In the entries that follow, find each line with the word "獲得標高" and copy it.

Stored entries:
○ ○ ○ ○ ○ ○ ○

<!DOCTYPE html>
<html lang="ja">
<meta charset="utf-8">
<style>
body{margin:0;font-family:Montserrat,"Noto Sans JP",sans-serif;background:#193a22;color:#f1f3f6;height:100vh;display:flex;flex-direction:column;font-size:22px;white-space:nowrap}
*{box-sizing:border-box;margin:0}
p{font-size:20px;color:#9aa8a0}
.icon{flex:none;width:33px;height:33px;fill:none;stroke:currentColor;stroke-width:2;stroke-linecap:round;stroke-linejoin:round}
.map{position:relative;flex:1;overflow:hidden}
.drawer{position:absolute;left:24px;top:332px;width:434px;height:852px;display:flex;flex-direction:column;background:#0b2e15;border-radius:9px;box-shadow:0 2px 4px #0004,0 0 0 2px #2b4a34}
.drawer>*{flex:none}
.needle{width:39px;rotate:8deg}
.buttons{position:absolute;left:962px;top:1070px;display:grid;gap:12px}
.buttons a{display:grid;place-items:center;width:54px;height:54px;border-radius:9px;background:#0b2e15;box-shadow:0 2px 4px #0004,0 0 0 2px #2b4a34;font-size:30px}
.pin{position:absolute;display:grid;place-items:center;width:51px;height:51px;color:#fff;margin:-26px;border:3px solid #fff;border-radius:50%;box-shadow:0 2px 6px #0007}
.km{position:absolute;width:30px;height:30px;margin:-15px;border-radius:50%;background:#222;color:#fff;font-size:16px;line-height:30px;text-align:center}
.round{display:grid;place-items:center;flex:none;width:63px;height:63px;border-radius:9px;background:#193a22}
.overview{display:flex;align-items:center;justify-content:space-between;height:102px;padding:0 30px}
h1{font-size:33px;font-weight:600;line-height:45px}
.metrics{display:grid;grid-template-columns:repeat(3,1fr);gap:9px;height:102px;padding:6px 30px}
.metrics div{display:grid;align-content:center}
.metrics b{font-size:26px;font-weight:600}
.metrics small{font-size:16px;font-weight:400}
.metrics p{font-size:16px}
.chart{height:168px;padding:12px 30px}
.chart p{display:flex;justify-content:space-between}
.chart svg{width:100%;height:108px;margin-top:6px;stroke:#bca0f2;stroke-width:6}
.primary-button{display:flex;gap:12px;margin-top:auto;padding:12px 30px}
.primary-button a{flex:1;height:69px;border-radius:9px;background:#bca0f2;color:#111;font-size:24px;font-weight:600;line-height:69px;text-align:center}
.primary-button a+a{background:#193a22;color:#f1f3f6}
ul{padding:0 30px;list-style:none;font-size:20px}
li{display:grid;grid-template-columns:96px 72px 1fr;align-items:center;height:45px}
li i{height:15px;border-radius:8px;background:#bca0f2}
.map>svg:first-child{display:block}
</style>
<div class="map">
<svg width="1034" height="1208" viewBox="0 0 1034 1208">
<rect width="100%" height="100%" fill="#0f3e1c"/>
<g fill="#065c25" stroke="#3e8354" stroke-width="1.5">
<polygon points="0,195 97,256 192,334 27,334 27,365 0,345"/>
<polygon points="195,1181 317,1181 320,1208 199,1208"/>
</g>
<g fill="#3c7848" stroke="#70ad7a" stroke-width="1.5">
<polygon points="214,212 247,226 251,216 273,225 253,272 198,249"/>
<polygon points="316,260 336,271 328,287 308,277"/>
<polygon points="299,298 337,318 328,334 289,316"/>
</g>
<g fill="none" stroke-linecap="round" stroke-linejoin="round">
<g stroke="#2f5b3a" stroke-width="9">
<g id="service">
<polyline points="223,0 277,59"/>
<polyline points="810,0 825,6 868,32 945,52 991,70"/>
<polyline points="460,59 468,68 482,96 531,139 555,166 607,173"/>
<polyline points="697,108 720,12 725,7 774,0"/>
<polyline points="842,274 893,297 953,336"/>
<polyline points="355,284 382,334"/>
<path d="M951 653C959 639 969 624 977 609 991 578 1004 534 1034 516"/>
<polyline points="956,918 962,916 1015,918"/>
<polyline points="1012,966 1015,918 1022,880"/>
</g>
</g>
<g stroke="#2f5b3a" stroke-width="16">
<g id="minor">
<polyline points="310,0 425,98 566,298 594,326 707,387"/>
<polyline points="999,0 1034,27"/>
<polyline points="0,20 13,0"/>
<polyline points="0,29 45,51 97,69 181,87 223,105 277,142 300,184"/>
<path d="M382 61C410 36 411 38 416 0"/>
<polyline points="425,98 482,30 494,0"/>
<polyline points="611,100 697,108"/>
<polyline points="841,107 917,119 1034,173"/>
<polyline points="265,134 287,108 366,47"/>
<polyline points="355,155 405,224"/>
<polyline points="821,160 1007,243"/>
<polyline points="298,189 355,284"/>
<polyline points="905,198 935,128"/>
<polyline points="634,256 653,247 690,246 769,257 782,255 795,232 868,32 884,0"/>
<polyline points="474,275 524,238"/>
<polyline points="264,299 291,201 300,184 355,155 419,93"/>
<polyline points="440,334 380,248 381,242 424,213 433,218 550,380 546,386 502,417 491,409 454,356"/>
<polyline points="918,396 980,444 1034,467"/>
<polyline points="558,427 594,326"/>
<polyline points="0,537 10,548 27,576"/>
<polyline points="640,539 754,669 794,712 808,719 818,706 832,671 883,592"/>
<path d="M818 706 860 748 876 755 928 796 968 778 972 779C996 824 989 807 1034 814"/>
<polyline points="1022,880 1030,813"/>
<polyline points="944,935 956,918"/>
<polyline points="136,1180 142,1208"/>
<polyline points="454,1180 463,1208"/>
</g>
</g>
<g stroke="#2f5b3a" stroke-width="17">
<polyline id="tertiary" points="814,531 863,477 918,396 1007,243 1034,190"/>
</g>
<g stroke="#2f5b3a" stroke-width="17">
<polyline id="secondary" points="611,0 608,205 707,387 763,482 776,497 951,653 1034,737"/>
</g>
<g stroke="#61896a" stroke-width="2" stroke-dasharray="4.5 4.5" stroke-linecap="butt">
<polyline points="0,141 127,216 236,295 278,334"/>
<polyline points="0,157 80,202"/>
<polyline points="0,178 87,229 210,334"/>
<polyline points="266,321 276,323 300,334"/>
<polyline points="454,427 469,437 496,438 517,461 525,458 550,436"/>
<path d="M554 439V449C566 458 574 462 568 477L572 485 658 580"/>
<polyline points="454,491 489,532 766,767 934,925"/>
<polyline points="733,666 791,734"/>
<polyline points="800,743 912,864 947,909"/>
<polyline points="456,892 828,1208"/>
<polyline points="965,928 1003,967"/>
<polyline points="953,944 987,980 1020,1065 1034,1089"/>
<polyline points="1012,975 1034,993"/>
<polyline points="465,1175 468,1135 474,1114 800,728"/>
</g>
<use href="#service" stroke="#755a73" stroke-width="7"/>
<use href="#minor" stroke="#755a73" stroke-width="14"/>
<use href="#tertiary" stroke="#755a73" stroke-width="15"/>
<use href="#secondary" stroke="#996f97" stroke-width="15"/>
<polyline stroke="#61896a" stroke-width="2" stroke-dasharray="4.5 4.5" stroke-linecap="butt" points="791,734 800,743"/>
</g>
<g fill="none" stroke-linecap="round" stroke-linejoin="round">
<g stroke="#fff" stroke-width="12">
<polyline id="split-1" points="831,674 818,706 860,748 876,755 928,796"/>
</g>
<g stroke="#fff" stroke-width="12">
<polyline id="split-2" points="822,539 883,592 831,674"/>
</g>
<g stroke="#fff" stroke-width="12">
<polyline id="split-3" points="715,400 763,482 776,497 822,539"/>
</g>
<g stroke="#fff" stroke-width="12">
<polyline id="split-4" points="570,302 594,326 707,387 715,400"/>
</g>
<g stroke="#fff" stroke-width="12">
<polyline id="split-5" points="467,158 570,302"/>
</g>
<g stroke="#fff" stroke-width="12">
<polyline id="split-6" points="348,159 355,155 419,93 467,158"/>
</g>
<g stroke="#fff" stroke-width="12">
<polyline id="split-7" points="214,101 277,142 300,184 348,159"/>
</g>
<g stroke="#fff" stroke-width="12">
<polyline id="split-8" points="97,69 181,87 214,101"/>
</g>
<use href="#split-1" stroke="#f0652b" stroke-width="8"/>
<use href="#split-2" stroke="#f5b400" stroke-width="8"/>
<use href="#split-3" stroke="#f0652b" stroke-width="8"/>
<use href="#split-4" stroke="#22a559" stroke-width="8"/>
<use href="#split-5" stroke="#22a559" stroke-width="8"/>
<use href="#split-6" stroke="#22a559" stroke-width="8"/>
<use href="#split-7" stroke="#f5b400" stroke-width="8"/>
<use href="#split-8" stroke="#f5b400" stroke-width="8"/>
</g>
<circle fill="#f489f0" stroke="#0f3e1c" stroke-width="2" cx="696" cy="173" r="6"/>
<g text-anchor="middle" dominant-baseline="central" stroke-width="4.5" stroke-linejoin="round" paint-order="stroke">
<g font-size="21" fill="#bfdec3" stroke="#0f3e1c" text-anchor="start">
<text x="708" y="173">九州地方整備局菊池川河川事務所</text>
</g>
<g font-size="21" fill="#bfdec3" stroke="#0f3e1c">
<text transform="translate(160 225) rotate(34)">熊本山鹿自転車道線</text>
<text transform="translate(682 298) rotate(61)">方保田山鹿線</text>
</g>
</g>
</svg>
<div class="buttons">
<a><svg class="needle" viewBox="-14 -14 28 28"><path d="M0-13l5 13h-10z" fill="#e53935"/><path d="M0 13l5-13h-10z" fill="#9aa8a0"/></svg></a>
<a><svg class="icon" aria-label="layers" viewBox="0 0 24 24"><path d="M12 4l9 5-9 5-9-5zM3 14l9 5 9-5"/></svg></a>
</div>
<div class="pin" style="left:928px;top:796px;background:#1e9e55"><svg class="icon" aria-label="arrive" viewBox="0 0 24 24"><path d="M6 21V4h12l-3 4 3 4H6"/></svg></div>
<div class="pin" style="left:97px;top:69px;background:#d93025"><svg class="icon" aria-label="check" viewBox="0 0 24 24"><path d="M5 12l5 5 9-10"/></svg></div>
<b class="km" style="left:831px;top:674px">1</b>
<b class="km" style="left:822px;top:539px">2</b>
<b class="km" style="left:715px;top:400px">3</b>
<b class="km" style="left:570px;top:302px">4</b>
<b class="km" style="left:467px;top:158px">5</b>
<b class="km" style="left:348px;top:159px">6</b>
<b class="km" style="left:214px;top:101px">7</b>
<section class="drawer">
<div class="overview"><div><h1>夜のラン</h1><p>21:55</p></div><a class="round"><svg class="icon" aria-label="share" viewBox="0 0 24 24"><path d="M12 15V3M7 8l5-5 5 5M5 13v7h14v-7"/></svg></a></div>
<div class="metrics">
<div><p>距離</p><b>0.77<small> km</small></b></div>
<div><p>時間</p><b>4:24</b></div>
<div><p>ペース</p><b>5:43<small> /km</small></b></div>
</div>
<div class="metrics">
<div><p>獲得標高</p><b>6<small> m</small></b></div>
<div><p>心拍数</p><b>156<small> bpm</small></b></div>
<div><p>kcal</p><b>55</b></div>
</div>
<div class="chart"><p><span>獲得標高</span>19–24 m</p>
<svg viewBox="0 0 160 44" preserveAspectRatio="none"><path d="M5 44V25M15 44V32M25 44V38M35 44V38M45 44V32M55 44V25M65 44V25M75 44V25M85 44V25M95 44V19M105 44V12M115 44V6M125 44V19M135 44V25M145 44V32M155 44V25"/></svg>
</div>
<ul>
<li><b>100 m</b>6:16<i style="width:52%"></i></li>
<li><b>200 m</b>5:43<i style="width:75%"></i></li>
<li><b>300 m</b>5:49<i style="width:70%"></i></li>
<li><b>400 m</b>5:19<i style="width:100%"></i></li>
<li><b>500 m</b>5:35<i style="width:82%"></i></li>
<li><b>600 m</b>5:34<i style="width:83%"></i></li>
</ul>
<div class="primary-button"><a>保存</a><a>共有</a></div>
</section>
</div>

○ ○ ○ ○ ○ ○ ○

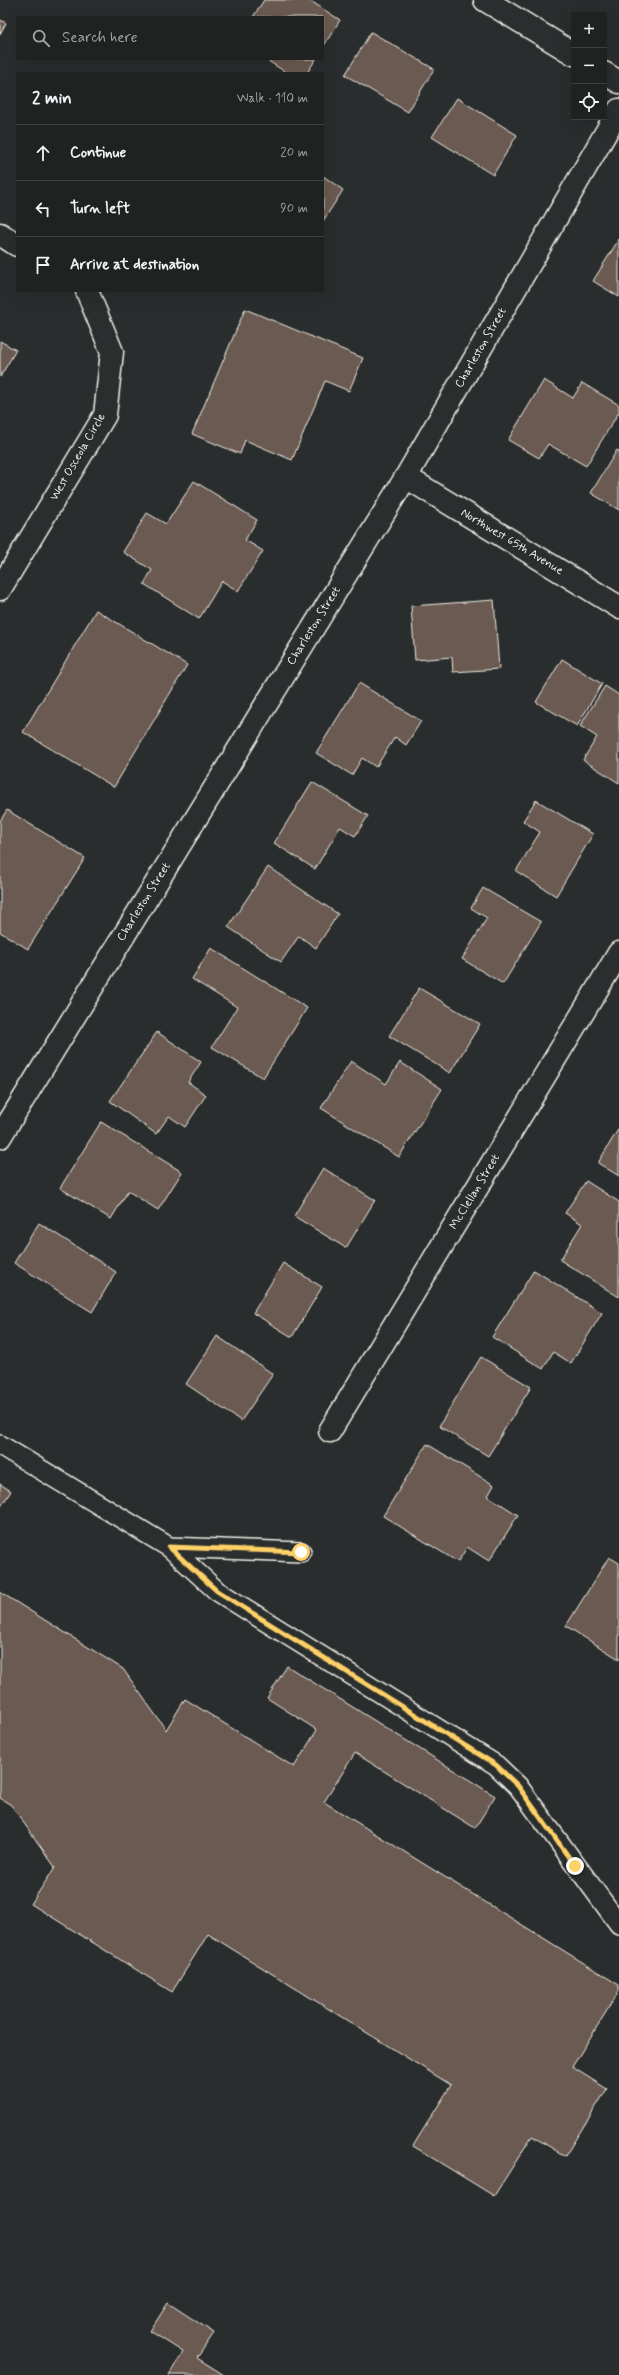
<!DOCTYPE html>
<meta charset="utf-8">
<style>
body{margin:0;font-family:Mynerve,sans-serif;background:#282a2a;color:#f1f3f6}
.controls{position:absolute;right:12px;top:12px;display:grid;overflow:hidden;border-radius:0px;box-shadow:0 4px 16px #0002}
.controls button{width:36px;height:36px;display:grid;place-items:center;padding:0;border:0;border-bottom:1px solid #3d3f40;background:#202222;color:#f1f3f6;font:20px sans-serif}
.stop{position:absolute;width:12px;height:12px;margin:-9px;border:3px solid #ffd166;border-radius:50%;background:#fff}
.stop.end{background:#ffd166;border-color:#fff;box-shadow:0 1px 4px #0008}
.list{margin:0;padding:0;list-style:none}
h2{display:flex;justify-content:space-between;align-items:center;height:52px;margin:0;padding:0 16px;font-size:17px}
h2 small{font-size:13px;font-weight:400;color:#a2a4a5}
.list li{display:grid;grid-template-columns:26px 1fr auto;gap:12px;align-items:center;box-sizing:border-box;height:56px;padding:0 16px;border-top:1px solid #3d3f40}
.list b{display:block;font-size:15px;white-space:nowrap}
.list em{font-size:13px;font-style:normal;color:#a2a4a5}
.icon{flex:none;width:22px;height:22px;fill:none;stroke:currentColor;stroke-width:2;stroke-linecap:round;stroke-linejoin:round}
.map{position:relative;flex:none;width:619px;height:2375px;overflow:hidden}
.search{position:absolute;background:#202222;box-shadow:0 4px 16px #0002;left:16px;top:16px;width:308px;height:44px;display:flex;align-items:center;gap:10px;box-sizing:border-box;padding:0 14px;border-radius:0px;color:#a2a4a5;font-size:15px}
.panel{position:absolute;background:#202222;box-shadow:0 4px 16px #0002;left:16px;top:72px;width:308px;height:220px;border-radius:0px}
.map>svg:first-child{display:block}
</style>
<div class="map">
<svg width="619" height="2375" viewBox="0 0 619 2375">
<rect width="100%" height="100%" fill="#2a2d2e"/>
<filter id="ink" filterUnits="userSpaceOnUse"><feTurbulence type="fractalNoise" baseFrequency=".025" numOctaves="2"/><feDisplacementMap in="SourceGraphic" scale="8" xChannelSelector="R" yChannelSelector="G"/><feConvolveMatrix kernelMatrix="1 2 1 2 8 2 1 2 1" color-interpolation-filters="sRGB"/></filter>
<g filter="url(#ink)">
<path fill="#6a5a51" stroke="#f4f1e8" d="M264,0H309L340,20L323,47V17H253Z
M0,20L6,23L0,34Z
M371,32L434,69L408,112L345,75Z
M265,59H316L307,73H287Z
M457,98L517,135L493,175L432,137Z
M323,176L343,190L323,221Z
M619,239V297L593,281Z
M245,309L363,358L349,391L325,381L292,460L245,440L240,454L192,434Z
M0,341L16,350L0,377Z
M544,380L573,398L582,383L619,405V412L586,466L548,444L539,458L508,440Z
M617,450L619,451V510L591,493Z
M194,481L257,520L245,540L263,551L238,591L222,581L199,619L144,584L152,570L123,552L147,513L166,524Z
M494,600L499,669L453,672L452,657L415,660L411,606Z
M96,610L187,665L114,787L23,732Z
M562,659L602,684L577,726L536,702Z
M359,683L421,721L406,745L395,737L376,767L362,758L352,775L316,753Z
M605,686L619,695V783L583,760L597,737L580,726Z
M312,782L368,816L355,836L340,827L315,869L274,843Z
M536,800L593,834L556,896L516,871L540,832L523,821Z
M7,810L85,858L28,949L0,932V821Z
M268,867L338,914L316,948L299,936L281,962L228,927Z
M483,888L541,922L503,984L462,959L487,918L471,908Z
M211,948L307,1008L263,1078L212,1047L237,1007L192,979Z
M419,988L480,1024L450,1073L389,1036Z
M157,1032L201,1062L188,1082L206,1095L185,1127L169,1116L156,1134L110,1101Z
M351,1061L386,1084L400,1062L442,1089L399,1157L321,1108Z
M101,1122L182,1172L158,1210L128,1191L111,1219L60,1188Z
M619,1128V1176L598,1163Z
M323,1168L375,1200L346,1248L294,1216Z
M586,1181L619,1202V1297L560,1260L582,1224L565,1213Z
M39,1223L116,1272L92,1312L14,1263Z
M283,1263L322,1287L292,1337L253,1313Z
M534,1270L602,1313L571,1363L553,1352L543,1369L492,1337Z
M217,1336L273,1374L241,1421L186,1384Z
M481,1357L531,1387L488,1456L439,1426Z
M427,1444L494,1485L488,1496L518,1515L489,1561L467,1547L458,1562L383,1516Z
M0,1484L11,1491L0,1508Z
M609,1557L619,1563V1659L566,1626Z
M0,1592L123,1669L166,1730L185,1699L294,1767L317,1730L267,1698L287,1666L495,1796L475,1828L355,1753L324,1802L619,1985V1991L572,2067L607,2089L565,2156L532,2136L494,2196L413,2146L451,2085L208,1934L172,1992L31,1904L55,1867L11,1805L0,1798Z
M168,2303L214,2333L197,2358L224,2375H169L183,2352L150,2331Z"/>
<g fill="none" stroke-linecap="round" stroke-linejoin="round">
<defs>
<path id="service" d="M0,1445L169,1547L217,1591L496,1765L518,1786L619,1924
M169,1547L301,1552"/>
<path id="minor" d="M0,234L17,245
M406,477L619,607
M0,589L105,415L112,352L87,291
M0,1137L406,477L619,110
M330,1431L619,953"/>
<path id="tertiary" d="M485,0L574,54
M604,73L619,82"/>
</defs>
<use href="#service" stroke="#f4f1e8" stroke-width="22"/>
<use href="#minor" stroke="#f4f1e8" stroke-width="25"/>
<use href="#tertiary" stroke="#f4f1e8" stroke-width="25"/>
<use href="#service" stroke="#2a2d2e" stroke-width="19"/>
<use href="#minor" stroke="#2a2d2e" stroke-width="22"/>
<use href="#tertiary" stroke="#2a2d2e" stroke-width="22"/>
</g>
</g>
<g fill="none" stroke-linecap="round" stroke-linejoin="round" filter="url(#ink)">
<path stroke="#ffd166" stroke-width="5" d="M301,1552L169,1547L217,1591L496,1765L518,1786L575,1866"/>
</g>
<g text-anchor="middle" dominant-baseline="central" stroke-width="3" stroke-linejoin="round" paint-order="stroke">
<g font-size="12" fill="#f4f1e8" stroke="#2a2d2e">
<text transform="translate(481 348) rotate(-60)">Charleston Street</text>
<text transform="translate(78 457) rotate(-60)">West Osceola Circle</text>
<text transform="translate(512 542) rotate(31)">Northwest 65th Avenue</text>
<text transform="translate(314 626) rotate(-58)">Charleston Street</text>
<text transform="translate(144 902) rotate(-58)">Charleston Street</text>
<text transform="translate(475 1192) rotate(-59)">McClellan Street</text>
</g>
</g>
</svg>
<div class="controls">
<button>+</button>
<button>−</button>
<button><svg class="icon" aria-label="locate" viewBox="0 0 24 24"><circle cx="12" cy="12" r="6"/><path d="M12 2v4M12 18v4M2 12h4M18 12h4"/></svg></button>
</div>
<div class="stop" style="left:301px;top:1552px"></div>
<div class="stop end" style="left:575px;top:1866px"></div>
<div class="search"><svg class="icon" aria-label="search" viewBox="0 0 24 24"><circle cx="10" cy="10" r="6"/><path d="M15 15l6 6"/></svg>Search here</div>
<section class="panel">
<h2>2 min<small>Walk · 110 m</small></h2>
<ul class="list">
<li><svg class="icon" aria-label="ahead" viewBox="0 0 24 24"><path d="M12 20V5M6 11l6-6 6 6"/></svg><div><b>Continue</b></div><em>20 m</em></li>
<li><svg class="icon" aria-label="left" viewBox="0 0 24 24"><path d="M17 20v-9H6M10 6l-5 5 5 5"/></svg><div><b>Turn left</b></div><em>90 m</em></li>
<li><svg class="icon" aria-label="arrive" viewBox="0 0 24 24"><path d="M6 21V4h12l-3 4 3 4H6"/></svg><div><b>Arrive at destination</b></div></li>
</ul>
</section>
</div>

○ ○ ○ ○ ○ ○ ○

RESPONSE TO THE TASK:
<div><p>獲得標高</p><b>6<small> m</small></b></div>
<div class="chart"><p><span>獲得標高</span>19–24 m</p>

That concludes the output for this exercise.